I would like to say that this case was rare, but in fact, I would say it is the norm as there appears no consequence for a lack of proper informing by physicians or the industry.
In the modern age we see the myopic discussion concerning only trials, for me, in my experience, this is far more concerning and far more damaging than whether a drug or supplement was shown to be efficacious against placebo.
Marira says
It would be a great thing if health care professionals were ‘allowed’ to develop wisdom in their practice. The body heals itself, not surgery or medication. For example stitches may help a good healing of a wound but it is the body itself that knits back the tissue and skin and bone. No healing can happen without the body’s systems being allowed to work and they need fresh air, sunshine, good food, peaceful sleep, and exercise within the bounds of possibility.
Hospital tends to provide drugs, recycled air, dubious food, disturbed sleep with changing light, alarms, clatter of new arrivals or incidents on the ward and little exercise, taken mostly indoors. This costs a fortune compared to the provision of a convalescent home or holiday that might really help a body to recover health and spirits.
The constant searching for problems in children and adults, the screening which allows healthy people to be diagnosed as needing treatment, has engendered a feeling of fear with regard to health so that our expectation is no longer of a life of health until we get old, but of a long career of treatment and frailty ending in early death for those who take the most drugs or treatments such as radio therapy.

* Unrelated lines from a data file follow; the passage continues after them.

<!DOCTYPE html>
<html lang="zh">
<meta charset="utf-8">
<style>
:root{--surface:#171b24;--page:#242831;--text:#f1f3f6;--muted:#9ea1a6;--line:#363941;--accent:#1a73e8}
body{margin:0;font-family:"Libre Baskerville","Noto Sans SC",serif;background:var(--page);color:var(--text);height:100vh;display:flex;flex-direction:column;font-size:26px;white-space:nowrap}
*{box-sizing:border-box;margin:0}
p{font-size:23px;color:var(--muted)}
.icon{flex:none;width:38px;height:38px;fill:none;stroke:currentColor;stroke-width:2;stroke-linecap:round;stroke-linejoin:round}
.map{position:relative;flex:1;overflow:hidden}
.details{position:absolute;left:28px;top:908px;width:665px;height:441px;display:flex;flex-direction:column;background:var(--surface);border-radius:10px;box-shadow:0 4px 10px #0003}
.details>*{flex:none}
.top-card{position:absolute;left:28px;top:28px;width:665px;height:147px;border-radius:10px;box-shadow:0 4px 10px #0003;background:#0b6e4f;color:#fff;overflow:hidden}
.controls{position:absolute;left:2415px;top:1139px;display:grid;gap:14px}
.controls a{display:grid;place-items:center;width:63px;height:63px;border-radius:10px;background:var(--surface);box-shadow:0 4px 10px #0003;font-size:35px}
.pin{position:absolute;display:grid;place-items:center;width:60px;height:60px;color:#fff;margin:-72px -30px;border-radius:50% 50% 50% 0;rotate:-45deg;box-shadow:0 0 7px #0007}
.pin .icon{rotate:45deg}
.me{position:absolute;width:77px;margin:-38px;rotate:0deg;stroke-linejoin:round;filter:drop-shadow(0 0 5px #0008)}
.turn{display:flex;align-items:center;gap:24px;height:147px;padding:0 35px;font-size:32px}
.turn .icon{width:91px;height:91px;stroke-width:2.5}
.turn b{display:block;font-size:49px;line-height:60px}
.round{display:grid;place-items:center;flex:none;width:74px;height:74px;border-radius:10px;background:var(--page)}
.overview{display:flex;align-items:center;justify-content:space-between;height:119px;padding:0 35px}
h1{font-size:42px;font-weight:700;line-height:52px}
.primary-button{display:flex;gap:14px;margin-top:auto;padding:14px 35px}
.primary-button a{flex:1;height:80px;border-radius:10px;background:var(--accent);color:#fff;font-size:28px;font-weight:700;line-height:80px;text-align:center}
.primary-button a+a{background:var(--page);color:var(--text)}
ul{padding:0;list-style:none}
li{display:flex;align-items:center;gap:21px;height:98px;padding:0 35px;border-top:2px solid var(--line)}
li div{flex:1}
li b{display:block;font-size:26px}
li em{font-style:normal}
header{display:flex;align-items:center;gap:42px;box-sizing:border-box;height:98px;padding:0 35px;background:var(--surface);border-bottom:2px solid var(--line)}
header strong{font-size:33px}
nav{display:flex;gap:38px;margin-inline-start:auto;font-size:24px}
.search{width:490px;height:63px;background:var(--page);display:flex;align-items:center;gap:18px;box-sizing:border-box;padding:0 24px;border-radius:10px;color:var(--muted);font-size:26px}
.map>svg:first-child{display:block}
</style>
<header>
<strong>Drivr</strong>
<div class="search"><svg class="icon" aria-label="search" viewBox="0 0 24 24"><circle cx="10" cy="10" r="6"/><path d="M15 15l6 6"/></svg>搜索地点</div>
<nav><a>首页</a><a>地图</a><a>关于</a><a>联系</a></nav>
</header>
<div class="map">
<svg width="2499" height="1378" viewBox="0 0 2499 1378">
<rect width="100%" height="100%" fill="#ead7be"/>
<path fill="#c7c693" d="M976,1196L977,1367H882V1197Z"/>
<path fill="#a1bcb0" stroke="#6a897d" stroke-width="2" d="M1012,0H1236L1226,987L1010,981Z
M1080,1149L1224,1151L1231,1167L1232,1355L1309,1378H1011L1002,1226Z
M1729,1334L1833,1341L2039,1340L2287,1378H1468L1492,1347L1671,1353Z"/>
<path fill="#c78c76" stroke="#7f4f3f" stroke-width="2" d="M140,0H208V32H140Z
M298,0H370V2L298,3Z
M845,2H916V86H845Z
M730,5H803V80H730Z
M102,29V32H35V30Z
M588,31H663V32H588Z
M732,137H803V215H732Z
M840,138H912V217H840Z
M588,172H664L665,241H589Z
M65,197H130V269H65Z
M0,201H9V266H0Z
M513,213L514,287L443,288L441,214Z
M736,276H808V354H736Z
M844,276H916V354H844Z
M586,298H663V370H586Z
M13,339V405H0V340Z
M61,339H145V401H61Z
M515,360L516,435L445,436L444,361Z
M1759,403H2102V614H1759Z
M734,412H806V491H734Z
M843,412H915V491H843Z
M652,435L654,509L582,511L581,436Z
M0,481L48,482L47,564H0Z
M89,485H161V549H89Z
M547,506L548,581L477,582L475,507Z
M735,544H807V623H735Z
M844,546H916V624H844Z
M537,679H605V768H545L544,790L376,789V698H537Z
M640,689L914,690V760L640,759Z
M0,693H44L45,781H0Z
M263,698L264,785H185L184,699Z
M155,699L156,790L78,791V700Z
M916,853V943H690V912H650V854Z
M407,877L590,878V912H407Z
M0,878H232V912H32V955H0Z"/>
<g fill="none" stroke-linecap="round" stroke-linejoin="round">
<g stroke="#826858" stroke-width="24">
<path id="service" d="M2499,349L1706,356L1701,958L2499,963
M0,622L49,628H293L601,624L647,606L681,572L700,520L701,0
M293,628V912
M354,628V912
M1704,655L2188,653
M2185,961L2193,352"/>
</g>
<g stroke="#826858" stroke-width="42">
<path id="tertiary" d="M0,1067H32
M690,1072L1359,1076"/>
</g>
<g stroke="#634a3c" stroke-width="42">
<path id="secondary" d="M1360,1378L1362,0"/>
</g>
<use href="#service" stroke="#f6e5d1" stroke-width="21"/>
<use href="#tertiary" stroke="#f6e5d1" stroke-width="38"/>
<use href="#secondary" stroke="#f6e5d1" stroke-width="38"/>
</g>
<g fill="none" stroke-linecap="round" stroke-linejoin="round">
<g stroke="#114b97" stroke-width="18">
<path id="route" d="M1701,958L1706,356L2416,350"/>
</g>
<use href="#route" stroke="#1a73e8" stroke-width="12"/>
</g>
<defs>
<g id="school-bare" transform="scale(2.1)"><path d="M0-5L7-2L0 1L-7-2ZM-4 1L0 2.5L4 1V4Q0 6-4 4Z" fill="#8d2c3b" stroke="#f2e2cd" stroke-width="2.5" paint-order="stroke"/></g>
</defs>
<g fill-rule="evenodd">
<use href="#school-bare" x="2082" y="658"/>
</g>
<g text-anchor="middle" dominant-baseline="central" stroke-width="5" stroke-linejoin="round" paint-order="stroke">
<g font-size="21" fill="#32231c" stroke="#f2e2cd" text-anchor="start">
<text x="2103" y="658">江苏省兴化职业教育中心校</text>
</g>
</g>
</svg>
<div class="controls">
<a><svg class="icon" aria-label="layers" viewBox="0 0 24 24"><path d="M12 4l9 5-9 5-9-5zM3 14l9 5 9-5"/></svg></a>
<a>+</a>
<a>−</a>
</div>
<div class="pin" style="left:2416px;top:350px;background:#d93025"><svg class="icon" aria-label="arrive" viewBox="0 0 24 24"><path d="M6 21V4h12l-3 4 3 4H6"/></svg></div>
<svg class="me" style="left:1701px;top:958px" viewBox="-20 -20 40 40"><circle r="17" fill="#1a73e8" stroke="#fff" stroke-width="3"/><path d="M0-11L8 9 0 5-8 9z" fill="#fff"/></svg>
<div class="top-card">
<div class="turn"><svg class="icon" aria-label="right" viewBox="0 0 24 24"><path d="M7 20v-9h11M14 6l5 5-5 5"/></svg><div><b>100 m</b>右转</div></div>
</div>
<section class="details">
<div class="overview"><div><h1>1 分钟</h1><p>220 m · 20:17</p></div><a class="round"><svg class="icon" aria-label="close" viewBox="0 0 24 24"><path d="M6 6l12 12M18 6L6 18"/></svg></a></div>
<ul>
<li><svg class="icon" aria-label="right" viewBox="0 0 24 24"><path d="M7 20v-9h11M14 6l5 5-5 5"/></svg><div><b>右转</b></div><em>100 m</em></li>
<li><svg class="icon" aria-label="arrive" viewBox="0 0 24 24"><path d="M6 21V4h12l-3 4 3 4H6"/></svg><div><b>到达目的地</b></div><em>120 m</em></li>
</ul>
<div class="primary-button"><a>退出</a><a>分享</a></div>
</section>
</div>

I’m not saying they can’t ever help, but they are too much used before the simpler ways of healing are tried.
The tempting of medical practitioners into harmful ways is not helped by the fake science that is published as research, funded openly or covertly by big pharma, and the huge amount of good research that is suppressed and never heard by the public.
The conspiracy is to suck money from the tax payers to the super rich tax avoiders.
Our freedom to refuse treatment is also coming greatly under threat.